### TASK TO CARRY OUT
Please print only the top portion of the entries below, ending with the line that contains "flex:none; width:33px; height:33px;", exactly as written.

------

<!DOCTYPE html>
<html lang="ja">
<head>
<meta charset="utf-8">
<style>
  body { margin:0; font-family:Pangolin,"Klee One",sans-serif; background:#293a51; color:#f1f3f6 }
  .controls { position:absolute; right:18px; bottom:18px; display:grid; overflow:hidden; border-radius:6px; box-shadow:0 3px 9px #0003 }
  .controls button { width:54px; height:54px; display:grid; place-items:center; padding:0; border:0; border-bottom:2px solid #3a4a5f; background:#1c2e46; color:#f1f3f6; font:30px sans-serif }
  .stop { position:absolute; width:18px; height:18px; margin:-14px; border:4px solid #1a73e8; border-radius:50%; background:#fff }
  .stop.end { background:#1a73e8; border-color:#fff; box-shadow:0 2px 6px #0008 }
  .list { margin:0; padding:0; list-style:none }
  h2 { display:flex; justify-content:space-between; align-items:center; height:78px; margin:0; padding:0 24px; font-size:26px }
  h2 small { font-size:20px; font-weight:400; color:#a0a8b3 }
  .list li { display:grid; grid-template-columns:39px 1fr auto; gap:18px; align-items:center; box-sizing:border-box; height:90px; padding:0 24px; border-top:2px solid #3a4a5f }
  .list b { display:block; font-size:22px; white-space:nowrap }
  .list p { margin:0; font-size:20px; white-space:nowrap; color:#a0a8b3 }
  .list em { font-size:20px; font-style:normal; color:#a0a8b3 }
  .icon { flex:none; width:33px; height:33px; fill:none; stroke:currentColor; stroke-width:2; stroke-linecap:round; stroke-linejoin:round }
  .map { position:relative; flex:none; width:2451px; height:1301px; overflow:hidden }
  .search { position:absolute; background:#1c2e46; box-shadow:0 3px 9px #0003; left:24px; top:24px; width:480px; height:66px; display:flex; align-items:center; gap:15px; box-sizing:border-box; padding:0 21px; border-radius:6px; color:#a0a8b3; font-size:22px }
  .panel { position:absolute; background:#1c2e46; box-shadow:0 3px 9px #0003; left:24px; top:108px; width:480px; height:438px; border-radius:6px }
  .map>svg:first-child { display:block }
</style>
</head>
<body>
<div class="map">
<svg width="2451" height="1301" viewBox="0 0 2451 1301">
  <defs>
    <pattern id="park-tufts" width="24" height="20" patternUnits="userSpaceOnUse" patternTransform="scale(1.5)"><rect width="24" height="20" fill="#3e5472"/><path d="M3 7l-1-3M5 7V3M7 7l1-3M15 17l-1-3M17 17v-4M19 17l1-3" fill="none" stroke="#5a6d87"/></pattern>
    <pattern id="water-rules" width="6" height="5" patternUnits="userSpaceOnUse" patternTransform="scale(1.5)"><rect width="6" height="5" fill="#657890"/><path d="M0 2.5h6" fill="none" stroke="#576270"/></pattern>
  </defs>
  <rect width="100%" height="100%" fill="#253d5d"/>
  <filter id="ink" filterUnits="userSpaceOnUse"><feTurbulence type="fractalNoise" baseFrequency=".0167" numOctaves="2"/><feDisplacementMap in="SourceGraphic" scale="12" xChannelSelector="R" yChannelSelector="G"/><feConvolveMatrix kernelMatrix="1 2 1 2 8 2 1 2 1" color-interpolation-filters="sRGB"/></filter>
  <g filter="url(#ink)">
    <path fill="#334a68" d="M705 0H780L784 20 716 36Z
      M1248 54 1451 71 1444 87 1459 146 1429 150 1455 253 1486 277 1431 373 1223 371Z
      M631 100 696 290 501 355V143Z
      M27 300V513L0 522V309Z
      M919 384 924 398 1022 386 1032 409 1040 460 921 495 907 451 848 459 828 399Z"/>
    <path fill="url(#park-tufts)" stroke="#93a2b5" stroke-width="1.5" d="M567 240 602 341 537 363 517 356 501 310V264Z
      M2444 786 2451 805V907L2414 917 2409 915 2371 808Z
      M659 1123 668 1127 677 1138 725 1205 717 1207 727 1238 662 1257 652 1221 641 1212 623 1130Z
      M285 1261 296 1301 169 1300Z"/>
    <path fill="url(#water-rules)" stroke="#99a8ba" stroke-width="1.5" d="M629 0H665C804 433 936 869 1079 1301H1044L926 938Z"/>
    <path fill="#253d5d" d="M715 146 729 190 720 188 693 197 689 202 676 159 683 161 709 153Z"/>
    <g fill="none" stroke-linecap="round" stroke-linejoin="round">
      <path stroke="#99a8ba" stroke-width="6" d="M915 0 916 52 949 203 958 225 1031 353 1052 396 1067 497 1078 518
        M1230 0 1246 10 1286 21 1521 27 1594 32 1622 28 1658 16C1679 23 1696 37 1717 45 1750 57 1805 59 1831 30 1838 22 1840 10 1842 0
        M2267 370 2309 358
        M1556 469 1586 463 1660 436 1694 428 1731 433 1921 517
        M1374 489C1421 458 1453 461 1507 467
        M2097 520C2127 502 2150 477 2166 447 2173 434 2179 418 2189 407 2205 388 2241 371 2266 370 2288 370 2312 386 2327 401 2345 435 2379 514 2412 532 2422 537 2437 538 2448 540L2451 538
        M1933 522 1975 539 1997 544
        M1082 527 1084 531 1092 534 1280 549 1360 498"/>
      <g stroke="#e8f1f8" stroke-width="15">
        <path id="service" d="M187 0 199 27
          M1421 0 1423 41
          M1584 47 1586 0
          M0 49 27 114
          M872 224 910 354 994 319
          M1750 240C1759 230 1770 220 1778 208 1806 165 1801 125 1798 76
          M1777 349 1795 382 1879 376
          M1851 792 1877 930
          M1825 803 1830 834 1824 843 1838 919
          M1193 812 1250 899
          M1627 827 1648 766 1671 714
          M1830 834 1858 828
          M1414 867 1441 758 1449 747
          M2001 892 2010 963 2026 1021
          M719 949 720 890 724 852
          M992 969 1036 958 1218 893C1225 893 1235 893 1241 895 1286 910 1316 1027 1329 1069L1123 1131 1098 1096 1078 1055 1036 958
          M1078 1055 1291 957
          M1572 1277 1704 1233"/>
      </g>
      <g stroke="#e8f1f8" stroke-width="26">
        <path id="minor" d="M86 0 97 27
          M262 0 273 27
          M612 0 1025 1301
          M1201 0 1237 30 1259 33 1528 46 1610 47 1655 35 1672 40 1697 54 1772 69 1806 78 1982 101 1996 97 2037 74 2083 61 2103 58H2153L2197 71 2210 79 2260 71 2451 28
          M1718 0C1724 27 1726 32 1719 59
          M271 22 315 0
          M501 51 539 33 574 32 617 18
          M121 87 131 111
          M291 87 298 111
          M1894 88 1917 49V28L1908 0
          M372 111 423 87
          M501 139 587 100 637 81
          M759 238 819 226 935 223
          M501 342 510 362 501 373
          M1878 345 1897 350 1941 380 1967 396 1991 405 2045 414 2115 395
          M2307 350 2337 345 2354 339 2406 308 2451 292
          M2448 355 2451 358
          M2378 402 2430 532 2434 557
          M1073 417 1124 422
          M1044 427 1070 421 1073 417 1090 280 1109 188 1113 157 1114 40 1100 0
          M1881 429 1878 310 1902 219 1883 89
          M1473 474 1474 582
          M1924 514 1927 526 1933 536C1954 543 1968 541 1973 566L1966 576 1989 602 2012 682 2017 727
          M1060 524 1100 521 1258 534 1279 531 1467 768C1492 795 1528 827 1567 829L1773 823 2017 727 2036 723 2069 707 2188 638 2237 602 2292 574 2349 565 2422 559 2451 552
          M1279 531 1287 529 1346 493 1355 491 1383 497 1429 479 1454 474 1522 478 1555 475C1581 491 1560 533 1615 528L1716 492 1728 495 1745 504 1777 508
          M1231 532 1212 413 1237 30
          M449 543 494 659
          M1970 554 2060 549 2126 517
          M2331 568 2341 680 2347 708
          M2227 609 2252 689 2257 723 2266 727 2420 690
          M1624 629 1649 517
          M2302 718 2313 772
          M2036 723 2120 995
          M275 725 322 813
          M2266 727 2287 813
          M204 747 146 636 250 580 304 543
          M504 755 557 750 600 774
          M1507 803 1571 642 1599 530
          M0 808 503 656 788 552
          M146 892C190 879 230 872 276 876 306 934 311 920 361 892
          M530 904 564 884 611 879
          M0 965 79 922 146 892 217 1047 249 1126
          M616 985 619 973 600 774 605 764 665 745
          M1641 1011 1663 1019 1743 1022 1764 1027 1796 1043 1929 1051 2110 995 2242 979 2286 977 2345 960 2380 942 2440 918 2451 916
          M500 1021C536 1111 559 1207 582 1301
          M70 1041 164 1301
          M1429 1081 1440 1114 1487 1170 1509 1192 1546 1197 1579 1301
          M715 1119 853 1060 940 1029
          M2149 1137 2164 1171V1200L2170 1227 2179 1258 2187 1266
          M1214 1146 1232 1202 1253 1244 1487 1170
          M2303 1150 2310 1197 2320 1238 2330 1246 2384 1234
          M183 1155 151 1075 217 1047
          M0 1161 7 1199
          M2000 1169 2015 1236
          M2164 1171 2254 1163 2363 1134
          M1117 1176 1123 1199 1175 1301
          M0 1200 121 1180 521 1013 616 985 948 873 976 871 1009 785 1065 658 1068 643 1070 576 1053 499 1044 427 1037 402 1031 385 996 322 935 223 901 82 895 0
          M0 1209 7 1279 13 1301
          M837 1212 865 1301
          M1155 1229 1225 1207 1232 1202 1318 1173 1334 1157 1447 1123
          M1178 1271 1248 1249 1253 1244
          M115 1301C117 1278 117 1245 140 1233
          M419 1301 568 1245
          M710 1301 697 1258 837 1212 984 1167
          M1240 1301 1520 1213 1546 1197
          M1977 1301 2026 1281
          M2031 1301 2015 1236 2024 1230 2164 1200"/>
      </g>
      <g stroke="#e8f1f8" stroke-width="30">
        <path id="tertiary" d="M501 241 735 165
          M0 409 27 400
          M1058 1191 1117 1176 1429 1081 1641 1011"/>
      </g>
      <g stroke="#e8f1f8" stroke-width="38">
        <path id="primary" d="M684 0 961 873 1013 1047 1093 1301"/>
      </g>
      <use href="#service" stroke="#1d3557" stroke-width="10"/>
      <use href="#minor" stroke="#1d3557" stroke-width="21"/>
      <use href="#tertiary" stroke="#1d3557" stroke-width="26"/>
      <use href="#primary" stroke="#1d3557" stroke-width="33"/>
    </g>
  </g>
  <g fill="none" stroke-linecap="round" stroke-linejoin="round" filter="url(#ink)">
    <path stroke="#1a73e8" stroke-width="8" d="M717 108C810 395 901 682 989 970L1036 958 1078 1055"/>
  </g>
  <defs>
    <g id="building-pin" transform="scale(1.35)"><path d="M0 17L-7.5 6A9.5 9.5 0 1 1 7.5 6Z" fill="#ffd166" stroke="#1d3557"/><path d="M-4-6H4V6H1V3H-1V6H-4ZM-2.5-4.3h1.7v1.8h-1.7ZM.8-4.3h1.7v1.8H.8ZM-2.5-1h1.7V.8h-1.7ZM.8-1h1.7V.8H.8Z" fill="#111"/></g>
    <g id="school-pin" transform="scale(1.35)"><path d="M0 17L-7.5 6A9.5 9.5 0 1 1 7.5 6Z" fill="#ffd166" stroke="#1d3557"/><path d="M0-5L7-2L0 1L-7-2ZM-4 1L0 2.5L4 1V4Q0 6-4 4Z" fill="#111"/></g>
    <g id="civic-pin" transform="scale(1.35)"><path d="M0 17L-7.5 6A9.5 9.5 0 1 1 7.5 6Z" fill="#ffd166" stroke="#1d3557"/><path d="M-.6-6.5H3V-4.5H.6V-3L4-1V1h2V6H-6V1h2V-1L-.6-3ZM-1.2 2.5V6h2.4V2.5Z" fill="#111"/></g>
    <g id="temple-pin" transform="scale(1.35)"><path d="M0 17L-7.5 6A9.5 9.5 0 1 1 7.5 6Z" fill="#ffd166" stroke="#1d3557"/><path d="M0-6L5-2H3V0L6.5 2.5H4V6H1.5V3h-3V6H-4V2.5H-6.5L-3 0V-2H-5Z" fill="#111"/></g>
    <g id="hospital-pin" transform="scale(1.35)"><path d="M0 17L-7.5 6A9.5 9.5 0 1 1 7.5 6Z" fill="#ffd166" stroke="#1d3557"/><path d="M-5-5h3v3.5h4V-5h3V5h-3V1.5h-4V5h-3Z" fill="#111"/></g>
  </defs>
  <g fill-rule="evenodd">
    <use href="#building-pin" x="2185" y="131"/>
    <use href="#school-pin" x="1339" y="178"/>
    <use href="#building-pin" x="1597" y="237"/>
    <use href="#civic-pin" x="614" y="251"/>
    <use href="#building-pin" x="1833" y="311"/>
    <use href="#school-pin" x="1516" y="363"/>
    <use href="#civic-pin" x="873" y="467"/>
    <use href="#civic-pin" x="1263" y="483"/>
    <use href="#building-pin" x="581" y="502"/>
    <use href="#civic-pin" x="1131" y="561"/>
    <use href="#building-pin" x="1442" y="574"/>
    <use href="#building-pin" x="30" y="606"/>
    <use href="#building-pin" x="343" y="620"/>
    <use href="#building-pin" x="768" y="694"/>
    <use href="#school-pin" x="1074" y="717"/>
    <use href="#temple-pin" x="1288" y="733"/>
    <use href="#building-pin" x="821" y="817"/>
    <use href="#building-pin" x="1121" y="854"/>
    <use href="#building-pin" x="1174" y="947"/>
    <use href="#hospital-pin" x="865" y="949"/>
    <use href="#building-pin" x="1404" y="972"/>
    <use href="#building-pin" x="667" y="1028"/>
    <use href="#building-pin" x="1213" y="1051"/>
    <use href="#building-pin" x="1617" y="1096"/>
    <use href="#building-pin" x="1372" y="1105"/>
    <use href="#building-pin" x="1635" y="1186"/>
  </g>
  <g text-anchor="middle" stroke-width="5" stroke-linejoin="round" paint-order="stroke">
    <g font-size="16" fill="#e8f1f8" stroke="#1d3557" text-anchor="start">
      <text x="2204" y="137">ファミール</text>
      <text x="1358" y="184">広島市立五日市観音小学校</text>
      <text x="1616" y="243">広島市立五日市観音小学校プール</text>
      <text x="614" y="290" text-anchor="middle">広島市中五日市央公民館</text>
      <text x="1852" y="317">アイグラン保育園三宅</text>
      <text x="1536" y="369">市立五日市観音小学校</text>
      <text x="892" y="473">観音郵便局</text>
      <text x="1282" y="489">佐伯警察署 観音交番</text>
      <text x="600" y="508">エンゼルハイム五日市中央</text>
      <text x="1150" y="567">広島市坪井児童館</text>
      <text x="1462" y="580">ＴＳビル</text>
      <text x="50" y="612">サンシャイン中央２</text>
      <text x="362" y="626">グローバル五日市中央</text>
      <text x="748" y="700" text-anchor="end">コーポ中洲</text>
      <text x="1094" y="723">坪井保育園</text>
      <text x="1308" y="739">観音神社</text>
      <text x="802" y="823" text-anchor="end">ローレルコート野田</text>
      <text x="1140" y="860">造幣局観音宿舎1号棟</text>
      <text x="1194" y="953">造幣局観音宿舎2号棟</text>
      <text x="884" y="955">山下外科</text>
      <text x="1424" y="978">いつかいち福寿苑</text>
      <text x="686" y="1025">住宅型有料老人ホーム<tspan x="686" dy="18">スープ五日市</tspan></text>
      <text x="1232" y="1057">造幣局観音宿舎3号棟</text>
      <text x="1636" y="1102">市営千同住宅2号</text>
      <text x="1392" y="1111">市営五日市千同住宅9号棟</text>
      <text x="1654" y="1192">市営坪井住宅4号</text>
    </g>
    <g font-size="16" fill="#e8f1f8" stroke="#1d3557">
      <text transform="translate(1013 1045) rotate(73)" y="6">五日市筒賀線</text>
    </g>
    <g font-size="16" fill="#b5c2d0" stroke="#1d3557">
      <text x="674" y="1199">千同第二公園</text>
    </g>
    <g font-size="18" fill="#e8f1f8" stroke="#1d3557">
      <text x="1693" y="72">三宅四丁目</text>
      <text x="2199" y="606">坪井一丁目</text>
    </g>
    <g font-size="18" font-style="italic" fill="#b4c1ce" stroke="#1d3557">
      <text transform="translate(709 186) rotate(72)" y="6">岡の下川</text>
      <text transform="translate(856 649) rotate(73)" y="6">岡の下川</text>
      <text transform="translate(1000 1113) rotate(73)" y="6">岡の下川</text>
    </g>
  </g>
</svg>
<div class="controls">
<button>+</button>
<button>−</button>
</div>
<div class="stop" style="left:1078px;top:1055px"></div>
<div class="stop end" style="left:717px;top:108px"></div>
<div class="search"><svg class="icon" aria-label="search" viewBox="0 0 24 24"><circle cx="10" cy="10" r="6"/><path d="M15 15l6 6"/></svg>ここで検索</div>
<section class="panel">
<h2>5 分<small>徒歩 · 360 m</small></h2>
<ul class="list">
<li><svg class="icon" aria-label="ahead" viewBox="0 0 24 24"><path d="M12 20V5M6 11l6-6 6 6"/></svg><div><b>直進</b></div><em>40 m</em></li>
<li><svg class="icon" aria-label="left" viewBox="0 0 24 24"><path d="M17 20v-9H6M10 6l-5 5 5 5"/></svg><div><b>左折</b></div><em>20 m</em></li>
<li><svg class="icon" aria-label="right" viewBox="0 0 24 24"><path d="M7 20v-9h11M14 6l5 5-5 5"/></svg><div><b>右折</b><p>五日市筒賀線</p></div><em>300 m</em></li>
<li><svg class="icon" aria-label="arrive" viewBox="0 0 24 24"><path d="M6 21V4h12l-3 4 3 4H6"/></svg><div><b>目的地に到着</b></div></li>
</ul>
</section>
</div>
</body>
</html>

------

### WRITTEN SOLUTION
<!DOCTYPE html>
<html lang="ja">
<head>
<meta charset="utf-8">
<style>
  body { margin:0; font-family:Pangolin,"Klee One",sans-serif; background:#293a51; color:#f1f3f6 }
  .controls { position:absolute; right:18px; bottom:18px; display:grid; overflow:hidden; border-radius:6px; box-shadow:0 3px 9px #0003 }
  .controls button { width:54px; height:54px; display:grid; place-items:center; padding:0; border:0; border-bottom:2px solid #3a4a5f; background:#1c2e46; color:#f1f3f6; font:30px sans-serif }
  .stop { position:absolute; width:18px; height:18px; margin:-14px; border:4px solid #1a73e8; border-radius:50%; background:#fff }
  .stop.end { background:#1a73e8; border-color:#fff; box-shadow:0 2px 6px #0008 }
  .list { margin:0; padding:0; list-style:none }
  h2 { display:flex; justify-content:space-between; align-items:center; height:78px; margin:0; padding:0 24px; font-size:26px }
  h2 small { font-size:20px; font-weight:400; color:#a0a8b3 }
  .list li { display:grid; grid-template-columns:39px 1fr auto; gap:18px; align-items:center; box-sizing:border-box; height:90px; padding:0 24px; border-top:2px solid #3a4a5f }
  .list b { display:block; font-size:22px; white-space:nowrap }
  .list p { margin:0; font-size:20px; white-space:nowrap; color:#a0a8b3 }
  .list em { font-size:20px; font-style:normal; color:#a0a8b3 }
  .icon { flex:none; width:33px; height:33px; fill:none; stroke:currentColor; stroke-width:2; stroke-linecap:round; stroke-linejoin:round }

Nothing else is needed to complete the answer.